Each and every day, I lose myself in the immediacy of the moment, find myself in the joy of the movement. Each and every day, I learn more and more...and, within that new knowledge, realize that I have so much farther to travel.

Shallom Johnson is a contemporary dance artist, visual artist and freelance writer based in Vancouver BC. She holds a Bachelors of Fine Arts degree in Contemporary Dance from Simon Fraser University, and has been active in the Vancouver dance community as a choreographer, performer, and instructor since her graduation in 2004.

Shallom is interested in art in public spaces, site-specific performance, interdisciplinary collaboration, and community involvement. Her street-based artwork, performance and photography examines and documents who gets to make art, where it gets made, and where/how the creative process and product is viewed. In the future, she hopes to explore this theme further via new media and technologies, new methods of creation, collaboration and community engagement.

Wednesday, February 6, 2008

Frozen in Grand Central Station



This is so cool. We should try something like this in Vancouver.

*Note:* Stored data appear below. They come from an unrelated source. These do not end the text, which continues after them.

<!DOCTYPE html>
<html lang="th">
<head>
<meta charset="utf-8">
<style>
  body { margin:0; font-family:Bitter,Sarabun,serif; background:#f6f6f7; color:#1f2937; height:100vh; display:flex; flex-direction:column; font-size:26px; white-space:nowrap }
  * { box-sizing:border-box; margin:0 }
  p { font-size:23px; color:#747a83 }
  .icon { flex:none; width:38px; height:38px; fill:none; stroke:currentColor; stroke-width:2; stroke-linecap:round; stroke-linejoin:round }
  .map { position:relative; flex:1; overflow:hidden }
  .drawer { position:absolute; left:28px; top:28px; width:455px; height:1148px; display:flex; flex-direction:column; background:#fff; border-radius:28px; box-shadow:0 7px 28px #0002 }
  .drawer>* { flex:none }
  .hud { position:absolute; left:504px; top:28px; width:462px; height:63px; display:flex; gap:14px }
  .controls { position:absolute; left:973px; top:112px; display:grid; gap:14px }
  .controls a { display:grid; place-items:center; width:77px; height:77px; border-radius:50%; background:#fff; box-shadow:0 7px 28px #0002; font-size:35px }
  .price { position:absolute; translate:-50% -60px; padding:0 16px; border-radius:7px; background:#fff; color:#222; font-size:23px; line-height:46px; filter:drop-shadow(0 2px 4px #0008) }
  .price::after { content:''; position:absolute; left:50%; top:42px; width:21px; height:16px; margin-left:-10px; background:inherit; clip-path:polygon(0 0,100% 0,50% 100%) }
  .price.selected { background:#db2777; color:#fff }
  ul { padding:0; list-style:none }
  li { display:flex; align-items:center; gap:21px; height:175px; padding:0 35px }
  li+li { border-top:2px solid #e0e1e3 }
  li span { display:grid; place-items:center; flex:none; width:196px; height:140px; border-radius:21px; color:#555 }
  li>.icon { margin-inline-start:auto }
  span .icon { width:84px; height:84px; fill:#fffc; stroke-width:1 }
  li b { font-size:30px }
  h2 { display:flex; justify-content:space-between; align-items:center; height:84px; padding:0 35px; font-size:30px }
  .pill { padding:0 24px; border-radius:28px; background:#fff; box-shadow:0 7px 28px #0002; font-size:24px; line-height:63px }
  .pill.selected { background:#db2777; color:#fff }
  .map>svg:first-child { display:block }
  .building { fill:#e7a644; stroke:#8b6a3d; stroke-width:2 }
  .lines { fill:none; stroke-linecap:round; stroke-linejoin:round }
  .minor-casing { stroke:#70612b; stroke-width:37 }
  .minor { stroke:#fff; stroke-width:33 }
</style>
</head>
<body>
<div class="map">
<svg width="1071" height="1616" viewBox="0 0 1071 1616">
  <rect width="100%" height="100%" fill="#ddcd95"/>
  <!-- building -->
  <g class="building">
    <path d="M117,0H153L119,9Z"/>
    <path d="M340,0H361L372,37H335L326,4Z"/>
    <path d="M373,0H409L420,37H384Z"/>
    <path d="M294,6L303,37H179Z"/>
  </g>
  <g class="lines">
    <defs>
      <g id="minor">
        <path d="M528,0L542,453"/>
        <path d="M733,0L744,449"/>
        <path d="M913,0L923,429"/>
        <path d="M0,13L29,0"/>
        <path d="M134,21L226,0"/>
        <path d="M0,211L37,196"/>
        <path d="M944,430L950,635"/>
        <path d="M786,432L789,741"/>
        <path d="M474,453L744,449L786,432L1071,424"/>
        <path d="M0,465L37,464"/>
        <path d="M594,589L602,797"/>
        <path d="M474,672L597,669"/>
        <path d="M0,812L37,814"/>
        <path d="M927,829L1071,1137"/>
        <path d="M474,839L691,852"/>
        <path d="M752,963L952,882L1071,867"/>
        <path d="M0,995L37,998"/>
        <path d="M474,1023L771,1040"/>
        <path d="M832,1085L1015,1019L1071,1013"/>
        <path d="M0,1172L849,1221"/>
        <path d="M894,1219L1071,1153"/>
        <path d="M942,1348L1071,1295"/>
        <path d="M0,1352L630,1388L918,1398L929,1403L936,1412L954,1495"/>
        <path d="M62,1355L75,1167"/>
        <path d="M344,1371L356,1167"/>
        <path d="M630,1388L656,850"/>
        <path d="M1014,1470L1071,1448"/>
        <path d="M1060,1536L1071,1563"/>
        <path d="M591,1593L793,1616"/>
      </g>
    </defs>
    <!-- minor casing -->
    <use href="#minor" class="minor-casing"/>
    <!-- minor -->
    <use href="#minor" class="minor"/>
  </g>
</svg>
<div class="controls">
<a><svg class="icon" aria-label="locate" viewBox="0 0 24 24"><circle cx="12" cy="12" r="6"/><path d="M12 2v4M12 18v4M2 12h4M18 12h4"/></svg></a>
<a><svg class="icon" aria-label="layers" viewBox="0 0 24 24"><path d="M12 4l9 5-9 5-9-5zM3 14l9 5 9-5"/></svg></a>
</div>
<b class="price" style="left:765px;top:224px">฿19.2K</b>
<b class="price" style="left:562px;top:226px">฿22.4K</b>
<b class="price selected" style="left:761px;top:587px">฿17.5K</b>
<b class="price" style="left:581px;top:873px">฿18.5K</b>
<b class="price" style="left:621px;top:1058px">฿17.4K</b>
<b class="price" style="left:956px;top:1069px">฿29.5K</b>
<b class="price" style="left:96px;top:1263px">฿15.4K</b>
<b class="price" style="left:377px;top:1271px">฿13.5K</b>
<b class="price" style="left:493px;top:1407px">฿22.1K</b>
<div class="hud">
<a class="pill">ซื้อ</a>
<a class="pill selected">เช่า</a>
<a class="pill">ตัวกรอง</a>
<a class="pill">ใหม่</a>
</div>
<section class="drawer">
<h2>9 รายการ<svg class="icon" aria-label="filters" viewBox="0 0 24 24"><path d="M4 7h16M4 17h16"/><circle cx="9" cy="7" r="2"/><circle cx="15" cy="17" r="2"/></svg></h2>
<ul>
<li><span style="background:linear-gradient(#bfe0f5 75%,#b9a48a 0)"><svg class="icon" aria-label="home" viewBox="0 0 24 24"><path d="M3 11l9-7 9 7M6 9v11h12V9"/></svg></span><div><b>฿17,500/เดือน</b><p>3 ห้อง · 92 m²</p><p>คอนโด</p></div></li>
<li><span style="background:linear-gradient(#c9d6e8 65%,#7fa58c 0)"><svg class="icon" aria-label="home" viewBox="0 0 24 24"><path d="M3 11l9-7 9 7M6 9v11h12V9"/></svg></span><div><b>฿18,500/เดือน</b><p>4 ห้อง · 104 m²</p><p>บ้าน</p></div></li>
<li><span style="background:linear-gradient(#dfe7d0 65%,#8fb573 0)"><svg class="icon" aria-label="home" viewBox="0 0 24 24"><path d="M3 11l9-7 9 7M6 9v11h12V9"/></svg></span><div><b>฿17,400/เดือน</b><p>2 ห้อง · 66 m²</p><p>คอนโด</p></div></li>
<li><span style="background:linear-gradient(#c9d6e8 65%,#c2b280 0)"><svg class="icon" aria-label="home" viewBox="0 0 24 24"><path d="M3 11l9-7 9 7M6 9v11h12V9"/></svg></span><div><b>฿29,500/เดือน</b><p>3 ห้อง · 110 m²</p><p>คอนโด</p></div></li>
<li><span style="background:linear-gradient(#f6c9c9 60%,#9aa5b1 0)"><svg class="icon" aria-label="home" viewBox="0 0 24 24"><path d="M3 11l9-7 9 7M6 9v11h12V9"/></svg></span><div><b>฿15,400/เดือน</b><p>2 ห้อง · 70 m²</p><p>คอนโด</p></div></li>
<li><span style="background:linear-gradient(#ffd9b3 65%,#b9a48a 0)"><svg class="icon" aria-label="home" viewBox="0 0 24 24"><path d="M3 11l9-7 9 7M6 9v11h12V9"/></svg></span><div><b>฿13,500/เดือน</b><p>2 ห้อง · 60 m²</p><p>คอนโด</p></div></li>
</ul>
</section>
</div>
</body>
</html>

Well, we do flashmobbing here in the form of mobile clubbing (courtesy of Foolish Operations)... but nothing on this scale. This is amazing. Look at the confused faces! lololol

It would be hard to freeze for that long. I'd get sore. better pick an easy position or you'd regret it...lol

This was organized by a group called Improv Everywhere

4 comments:

Anonymous said...

I saw this video posted on www.woostercollective.com

In-terms of vancouver...waterfront station might be a good location for something to this effect.
Busy enough anyways.

shallomj said...

Yeah that's a good idea. If I get enough people together, you in?

Melanie Kuxdorf said...

that is so beautiful, i loved it! i'm in.

shallomj said...

Yay Mel! I talked with Julie from Foolish Operations and we are going to try and at least get another couple of mobile clubbing events happening soon. I don't know if we can pull off something of this grandeur and scope, we'd need a ton of people and a good location and good timing. But we'll see - never say never, right?